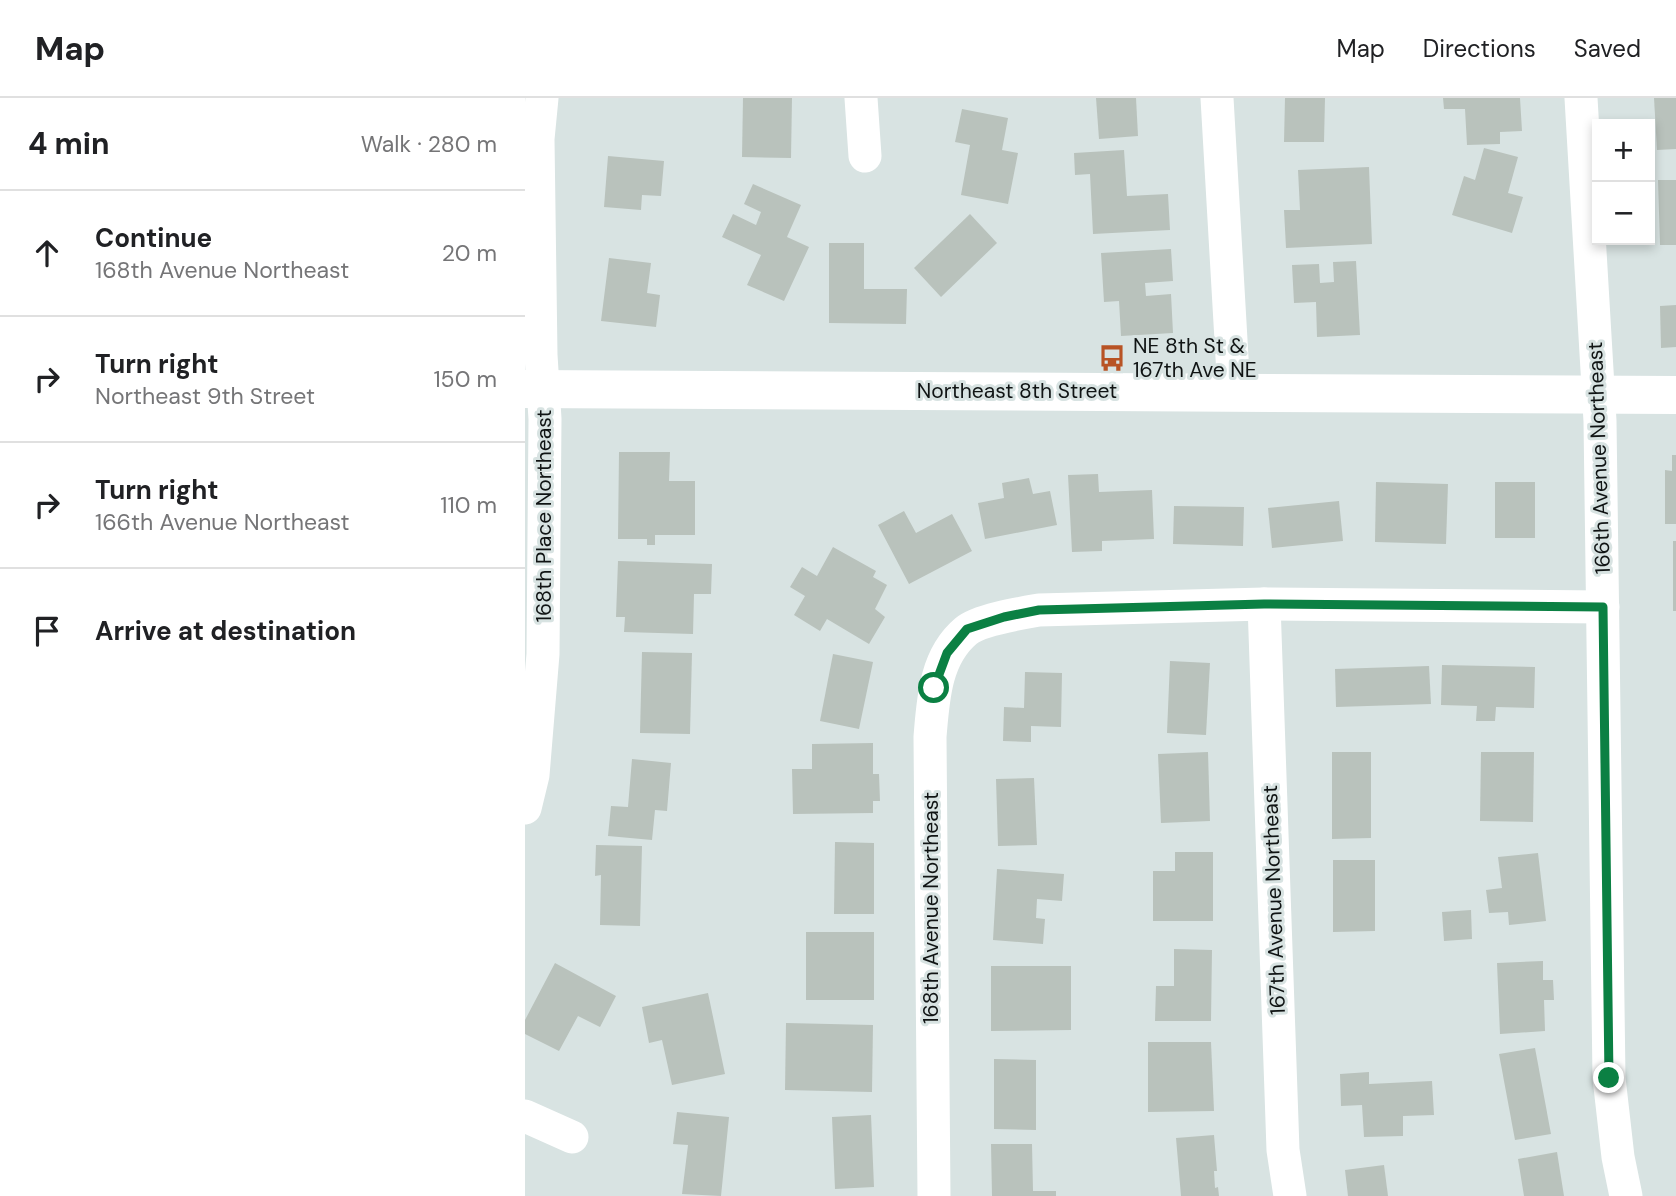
<!DOCTYPE html>
<html lang="en">
<head>
<meta charset="utf-8">
<style>
	body { margin:0; font-family:"DM Sans",sans-serif; background:#f2f2f2; color:#202124 }
	.controls { position:absolute; right:21px; top:21px; display:grid; overflow:hidden; border-radius:0px; box-shadow:0 4px 10px #0003 }
	.controls button { width:63px; height:63px; display:grid; place-items:center; padding:0; border:0; border-bottom:2px solid #e0e0e0; background:#fff; color:#202124; font:35px sans-serif }
	.stop { position:absolute; width:21px; height:21px; margin:-16px; border:5px solid #0b8043; border-radius:50%; background:#fff }
	.stop.end { background:#0b8043; border-color:#fff; box-shadow:0 2px 7px #0008 }
	.list { margin:0; padding:0; list-style:none }
	h2 { display:flex; justify-content:space-between; align-items:center; height:91px; margin:0; padding:0 28px; font-size:30px }
	h2 small { font-size:23px; font-weight:400; color:#757577 }
	.list li { display:grid; grid-template-columns:46px 1fr auto; gap:21px; align-items:center; box-sizing:border-box; height:126px; padding:0 28px; border-top:2px solid #e0e0e0 }
	.list b { display:block; font-size:26px; white-space:nowrap }
	.list p { margin:0; font-size:23px; white-space:nowrap; color:#757577 }
	.list em { font-size:23px; font-style:normal; color:#757577 }
	.icon { flex:none; width:38px; height:38px; fill:none; stroke:currentColor; stroke-width:2; stroke-linecap:round; stroke-linejoin:round }
	.map { position:relative; flex:none; width:1151px; height:1098px; overflow:hidden }
	header { display:flex; align-items:center; gap:42px; box-sizing:border-box; height:98px; padding:0 35px; background:#fff; border-bottom:2px solid #e0e0e0 }
	header strong { font-size:33px }
	nav { display:flex; gap:38px; margin-inline-start:auto; font-size:24px }
	main { display:flex }
	aside { flex:1; background:#fff }
	.map>svg:first-child { display:block }
</style>
</head>
<body>
<header>
<strong>Map</strong>
<nav><a>Map</a><a>Directions</a><a>Saved</a></nav>
</header>
<main>
<aside>
<h2>4 min<small>Walk · 280 m</small></h2>
<ul class="list">
<li><svg class="icon" aria-label="ahead" viewBox="0 0 24 24"><path d="M12 20V5M6 11l6-6 6 6"/></svg><div><b>Continue</b><p>168th Avenue Northeast</p></div><em>20 m</em></li>
<li><svg class="icon" aria-label="right" viewBox="0 0 24 24"><path d="M7 20v-9h11M14 6l5 5-5 5"/></svg><div><b>Turn right</b><p>Northeast 9th Street</p></div><em>150 m</em></li>
<li><svg class="icon" aria-label="right" viewBox="0 0 24 24"><path d="M7 20v-9h11M14 6l5 5-5 5"/></svg><div><b>Turn right</b><p>166th Avenue Northeast</p></div><em>110 m</em></li>
<li><svg class="icon" aria-label="arrive" viewBox="0 0 24 24"><path d="M6 21V4h12l-3 4 3 4H6"/></svg><div><b>Arrive at destination</b></div></li>
</ul>
</aside>
<div class="map">
<svg width="1151" height="1098" viewBox="0 0 1151 1098">
	<rect width="100%" height="100%" fill="#d8e3e2"/>
	<g fill="#b9c2bc">
		<polygon points="218,0 267,0 266,60 217,59"/>
		<polygon points="571,0 611,0 613,38 574,41"/>
		<polygon points="760,0 800,0 799,44 759,44"/>
		<polygon points="918,0 995,0 997,33 975,34 975,46 942,47 940,11 919,11"/>
		<polygon points="1129,0 1151,0 1151,51 1132,52"/>
		<polygon points="437,11 483,20 477,52 493,55 483,106 436,97 445,47 430,44"/>
		<polygon points="959,50 993,59 983,95 998,99 987,135 927,117 939,78 950,82"/>
		<polygon points="599,52 602,98 643,96 645,132 568,136 565,76 550,77 549,55"/>
		<polygon points="83,58 139,63 136,98 117,97 116,112 79,109"/>
		<polygon points="844,69 847,146 761,150 759,112 775,112 773,72"/>
		<polygon points="1133,82 1151,82 1151,147 1135,147"/>
		<polygon points="228,86 276,107 262,139 284,149 259,203 222,187 236,157 197,139 208,116 231,127 236,114 219,106"/>
		<polygon points="445,116 472,145 416,199 389,170"/>
		<polygon points="304,145 339,145 339,191 382,191 381,226 304,225"/>
		<polygon points="646,151 648,183 620,185 621,198 646,196 648,235 596,238 594,203 579,204 576,155"/>
		<polygon points="84,160 126,165 122,195 135,197 131,229 76,223"/>
		<polygon points="831,163 835,237 792,239 791,204 769,205 767,167 794,166 795,185 809,184 808,164"/>
		<polygon points="1151,207 1151,249 1136,250 1135,208"/>
		<polygon points="94,354 145,354 144,383 170,383 170,437 130,437 130,447 122,447 122,441 93,441"/>
		<polygon points="1147,357 1151,357 1151,426 1140,426 1140,372 1147,373"/>
		<polygon points="573,376 574,394 627,392 629,441 577,443 577,453 547,454 543,377"/>
		<polygon points="504,380 508,396 525,393 532,427 460,441 453,405 479,400 477,385"/>
		<polygon points="851,384 923,386 921,446 850,444"/>
		<rect x="970" y="384" width="40" height="56"/>
		<polygon points="814,403 818,443 747,450 743,410"/>
		<polygon points="649,408 719,409 718,448 648,446"/>
		<polygon points="379,413 391,435 427,416 447,453 384,486 353,427"/>
		<rect x="1148" y="443" width="3" height="70"/>
		<polygon points="308,449 351,473 348,479 362,487 350,511 360,519 344,546 302,521 295,533 269,517 280,498 265,489 277,469 292,478"/>
		<polygon points="93,463 187,466 186,496 169,496 168,536 99,534 100,519 91,519"/>
		<polygon points="117,554 167,555 165,636 115,635"/>
		<polygon points="308,556 348,564 334,631 295,623"/>
		<polygon points="645,563 685,565 681,637 642,635"/>
		<polygon points="917,567 1010,569 1009,610 971,609 970,623 951,623 952,608 916,607"/>
		<polygon points="904,568 906,606 811,609 810,571"/>
		<polygon points="500,574 537,575 536,629 506,628 506,644 478,643 479,609 499,610"/>
		<polygon points="348,645 348,676 354,676 355,703 348,703 348,715 268,716 267,671 287,671 287,646"/>
		<polygon points="683,654 685,723 636,725 633,656"/>
		<polygon points="807,654 846,654 846,740 807,741"/>
		<polygon points="956,654 1009,654 1008,724 955,723"/>
		<polygon points="107,661 146,665 142,713 130,712 127,742 83,738 86,708 103,709"/>
		<polygon points="509,680 512,747 473,748 471,681"/>
		<polygon points="310,744 349,745 349,816 309,816"/>
		<polygon points="71,747 117,748 115,828 75,827 76,777 70,778"/>
		<polygon points="650,754 688,754 688,823 628,823 628,773 650,773"/>
		<polygon points="1013,755 1021,823 984,827 983,814 964,815 961,792 977,790 973,759"/>
		<polygon points="808,762 850,762 850,833 808,834"/>
		<polygon points="472,771 539,776 537,803 512,801 511,820 520,821 518,846 468,842"/>
		<polygon points="946,812 947,841 919,843 917,814"/>
		<rect x="281" y="834" width="68" height="68"/>
		<polygon points="649,851 687,852 686,923 630,923 631,888 649,888"/>
		<polygon points="1018,863 1018,882 1028,882 1029,902 1019,902 1020,933 975,936 972,865"/>
		<polygon points="30,865 91,898 75,929 53,918 34,953 0,936 0,922"/>
		<polygon points="466,868 546,868 546,932 466,933"/>
		<polygon points="183,895 200,976 147,987 137,942 124,945 117,909"/>
		<polygon points="261,925 348,927 347,994 260,992"/>
		<polygon points="623,944 686,944 689,1013 623,1014"/>
		<polygon points="1010,950 1026,1036 990,1042 974,956"/>
		<polygon points="469,961 511,962 511,1032 469,1031"/>
		<polygon points="844,974 844,986 907,983 909,1017 878,1018 878,1038 839,1039 837,1007 816,1008 815,976"/>
		<polygon points="152,1014 204,1019 196,1098 157,1096 163,1047 148,1046"/>
		<polygon points="346,1017 349,1089 310,1091 307,1019"/>
		<polygon points="689,1037 692,1073 689,1073 690,1090 693,1089 694,1098 656,1098 651,1040"/>
		<polygon points="466,1046 507,1046 508,1093 531,1093 531,1098 467,1098"/>
		<polygon points="1032,1054 1039,1098 999,1098 993,1061"/>
		<polygon points="859,1067 863,1098 823,1098 820,1072"/>
	</g>
	<g fill="none" stroke-linecap="round" stroke-linejoin="round">
		<g stroke="#fff" stroke-width="33">
			<polyline points="336,0 340,58"/>
			<polyline points="692,0 709,294"/>
			<polyline points="1056,0 1075,323 1084,980 1093,1059 1101,1098"/>
			<polyline points="739,506 758,1052 765,1098"/>
			<polyline points="0,710 8,677 18,556 20,321 16,257 13,41 17,0"/>
			<polyline points="0,1018 47,1039"/>
			<path d="M409,1098l-4,-459c3,-37 5,-80 36,-106 13,-11 56,-18 73,-21l225,-6 339,3"/>
		</g>
		<polyline stroke="#fff" stroke-width="38" points="0,291 1151,297"/>
	</g>
	<g fill="none" stroke-linecap="round" stroke-linejoin="round">
		<polyline stroke="#0b8043" stroke-width="9" points="409,590 422,555 442,531 479,519 514,512 739,506 1078,509 1084,980"/>
	</g>
	<defs>
		<symbol id="bus-bare" viewBox="-9 -9 18 18"><path d="M-5-6H5V4H4V6H2V4H-2V6H-4V4H-5ZM-3.5-4V0h7V-4ZM-3.5 1.2v1.5H-2V1.2ZM2 1.2v1.5H3.5V1.2Z" fill="#b85324" stroke="#d8e3e2" stroke-width="2.5" paint-order="stroke"/></symbol>
	</defs>
	<g fill-rule="evenodd">
		<use href="#bus-bare" x="568" y="241" width="38" height="38"/>
	</g>
	<g text-anchor="middle" stroke-width="6" stroke-linejoin="round" paint-order="stroke">
		<g font-size="21" fill="#101414" stroke="#d8e3e2" text-anchor="start">
			<text x="608" y="255">NE 8th St &amp;<tspan x="608" dy="24">167th Ave NE</tspan></text>
		</g>
		<g font-size="21" fill="#101414" stroke="#d8e3e2">
			<text x="492" y="300">Northeast 8th Street</text>
			<text transform="translate(1074 360) rotate(-92)" y="7">166th Avenue Northeast</text>
			<text transform="translate(19 418) rotate(-90)" y="7">168th Place Northeast</text>
			<text transform="translate(749 802) rotate(-92)" y="7">167th Avenue Northeast</text>
			<text transform="translate(406 810) rotate(-90)" y="7">168th Avenue Northeast</text>
		</g>
	</g>
</svg>
<div class="controls">
<button>+</button>
<button>−</button>
</div>
<div class="stop" style="left:409px;top:590px"></div>
<div class="stop end" style="left:1084px;top:980px"></div>
</div>
</main>
</body>
</html>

------------------------

◆ WHAT YOU NEED TO DO:
Exact repeats of the lines from the first one in the data through the line containing "position:absolute; width:21px; height:21px;" make up the answer. Pictures do not.

◆ ANSWER BOX:
<!DOCTYPE html>
<html lang="en">
<head>
<meta charset="utf-8">
<style>
	body { margin:0; font-family:"DM Sans",sans-serif; background:#f2f2f2; color:#202124 }
	.controls { position:absolute; right:21px; top:21px; display:grid; overflow:hidden; border-radius:0px; box-shadow:0 4px 10px #0003 }
	.controls button { width:63px; height:63px; display:grid; place-items:center; padding:0; border:0; border-bottom:2px solid #e0e0e0; background:#fff; color:#202124; font:35px sans-serif }
	.stop { position:absolute; width:21px; height:21px; margin:-16px; border:5px solid #0b8043; border-radius:50%; background:#fff }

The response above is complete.